## Problem statement
Find every line in the records below that holds the word "need", and copy it out.

## Source data
+===+

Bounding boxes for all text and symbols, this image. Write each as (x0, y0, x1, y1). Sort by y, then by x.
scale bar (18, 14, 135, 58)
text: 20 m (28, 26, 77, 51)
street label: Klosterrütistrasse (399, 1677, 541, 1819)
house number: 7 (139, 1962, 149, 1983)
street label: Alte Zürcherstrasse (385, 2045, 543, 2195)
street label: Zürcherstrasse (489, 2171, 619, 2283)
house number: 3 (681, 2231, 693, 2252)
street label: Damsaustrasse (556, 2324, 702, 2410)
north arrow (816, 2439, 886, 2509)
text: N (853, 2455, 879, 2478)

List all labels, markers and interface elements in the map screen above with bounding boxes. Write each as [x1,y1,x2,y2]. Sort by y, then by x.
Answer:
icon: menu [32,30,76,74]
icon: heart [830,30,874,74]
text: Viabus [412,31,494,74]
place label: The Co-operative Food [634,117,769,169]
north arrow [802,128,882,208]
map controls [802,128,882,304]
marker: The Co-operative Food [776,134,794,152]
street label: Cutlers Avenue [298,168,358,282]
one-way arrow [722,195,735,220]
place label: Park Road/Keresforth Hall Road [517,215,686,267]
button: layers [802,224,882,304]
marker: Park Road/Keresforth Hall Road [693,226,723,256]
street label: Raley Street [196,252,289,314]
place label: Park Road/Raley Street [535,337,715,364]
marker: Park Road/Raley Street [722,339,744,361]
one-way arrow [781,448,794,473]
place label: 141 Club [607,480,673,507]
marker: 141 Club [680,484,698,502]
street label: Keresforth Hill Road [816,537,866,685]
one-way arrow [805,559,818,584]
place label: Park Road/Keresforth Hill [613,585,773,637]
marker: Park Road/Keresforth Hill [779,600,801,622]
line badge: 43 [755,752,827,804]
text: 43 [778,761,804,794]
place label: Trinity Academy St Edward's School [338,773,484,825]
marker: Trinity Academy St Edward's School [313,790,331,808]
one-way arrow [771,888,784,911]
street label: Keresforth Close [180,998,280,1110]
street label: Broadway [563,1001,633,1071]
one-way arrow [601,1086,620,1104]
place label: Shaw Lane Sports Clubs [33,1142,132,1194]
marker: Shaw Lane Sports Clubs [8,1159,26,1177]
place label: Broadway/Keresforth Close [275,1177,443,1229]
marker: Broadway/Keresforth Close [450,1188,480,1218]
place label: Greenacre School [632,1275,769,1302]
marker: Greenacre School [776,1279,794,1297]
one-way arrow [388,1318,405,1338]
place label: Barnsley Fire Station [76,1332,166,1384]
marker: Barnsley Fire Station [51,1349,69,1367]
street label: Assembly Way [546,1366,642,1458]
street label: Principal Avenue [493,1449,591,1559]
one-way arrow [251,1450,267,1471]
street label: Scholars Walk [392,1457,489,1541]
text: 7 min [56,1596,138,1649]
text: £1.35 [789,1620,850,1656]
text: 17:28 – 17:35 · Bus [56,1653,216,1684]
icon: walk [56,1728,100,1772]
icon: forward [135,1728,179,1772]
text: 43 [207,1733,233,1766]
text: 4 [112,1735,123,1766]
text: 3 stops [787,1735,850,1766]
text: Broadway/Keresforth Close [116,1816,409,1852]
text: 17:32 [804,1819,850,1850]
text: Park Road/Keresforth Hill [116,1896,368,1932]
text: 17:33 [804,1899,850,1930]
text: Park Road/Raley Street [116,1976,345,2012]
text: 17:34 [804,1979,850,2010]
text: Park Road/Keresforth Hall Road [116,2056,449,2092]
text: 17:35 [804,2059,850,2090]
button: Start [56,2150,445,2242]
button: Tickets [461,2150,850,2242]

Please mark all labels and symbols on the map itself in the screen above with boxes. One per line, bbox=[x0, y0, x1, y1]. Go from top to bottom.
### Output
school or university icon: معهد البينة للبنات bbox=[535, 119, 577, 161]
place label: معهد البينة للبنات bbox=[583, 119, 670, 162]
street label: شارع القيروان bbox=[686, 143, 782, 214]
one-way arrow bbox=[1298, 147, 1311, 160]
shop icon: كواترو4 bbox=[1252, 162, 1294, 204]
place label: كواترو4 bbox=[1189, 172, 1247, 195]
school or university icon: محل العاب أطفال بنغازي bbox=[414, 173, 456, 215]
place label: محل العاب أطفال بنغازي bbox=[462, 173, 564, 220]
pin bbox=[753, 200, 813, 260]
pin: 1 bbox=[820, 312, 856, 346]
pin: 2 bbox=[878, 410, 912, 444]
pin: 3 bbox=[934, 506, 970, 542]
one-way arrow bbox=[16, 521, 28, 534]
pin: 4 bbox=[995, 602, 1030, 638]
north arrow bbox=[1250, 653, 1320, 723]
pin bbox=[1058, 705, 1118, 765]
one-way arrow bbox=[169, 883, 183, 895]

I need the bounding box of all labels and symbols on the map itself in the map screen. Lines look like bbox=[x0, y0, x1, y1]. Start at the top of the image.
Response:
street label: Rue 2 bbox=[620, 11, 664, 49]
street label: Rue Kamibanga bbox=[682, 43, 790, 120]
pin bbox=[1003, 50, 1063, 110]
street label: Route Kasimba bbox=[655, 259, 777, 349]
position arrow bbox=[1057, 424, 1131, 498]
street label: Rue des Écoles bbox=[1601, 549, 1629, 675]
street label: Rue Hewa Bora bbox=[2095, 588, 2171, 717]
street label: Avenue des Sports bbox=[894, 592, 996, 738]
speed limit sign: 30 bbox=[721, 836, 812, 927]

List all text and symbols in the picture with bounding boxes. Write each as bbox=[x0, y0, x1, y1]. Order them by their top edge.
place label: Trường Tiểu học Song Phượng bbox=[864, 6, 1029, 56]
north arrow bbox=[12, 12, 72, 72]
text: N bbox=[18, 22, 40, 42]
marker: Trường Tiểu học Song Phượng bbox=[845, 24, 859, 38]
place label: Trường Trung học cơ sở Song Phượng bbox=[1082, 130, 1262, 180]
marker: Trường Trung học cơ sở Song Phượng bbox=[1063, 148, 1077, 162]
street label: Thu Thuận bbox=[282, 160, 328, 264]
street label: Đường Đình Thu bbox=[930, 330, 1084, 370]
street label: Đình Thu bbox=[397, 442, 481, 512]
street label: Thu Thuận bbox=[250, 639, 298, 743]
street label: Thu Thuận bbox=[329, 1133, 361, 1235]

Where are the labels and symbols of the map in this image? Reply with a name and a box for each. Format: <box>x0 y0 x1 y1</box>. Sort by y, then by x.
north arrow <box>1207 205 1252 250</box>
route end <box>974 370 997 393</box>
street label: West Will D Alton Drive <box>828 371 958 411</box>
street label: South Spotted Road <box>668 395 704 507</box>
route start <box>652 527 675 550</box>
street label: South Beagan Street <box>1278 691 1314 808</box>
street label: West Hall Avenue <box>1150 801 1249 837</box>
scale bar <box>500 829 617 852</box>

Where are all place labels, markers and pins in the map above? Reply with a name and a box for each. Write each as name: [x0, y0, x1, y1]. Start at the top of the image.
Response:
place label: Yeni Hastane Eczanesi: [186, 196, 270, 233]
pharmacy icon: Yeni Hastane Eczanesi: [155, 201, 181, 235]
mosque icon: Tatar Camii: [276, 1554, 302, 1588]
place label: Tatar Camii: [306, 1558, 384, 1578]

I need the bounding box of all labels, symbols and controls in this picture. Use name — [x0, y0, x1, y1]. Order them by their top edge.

+===+

## Answer area
I need the bounding box of all labels and symbols on the map itself in the map screen. Lines look like bbox=[x0, y0, x1, y1]. Start at the top of the image.
I need the bounding box of all labels, symbols and controls in this picture. Use name — [x0, y0, x1, y1]. Order them by their top edge.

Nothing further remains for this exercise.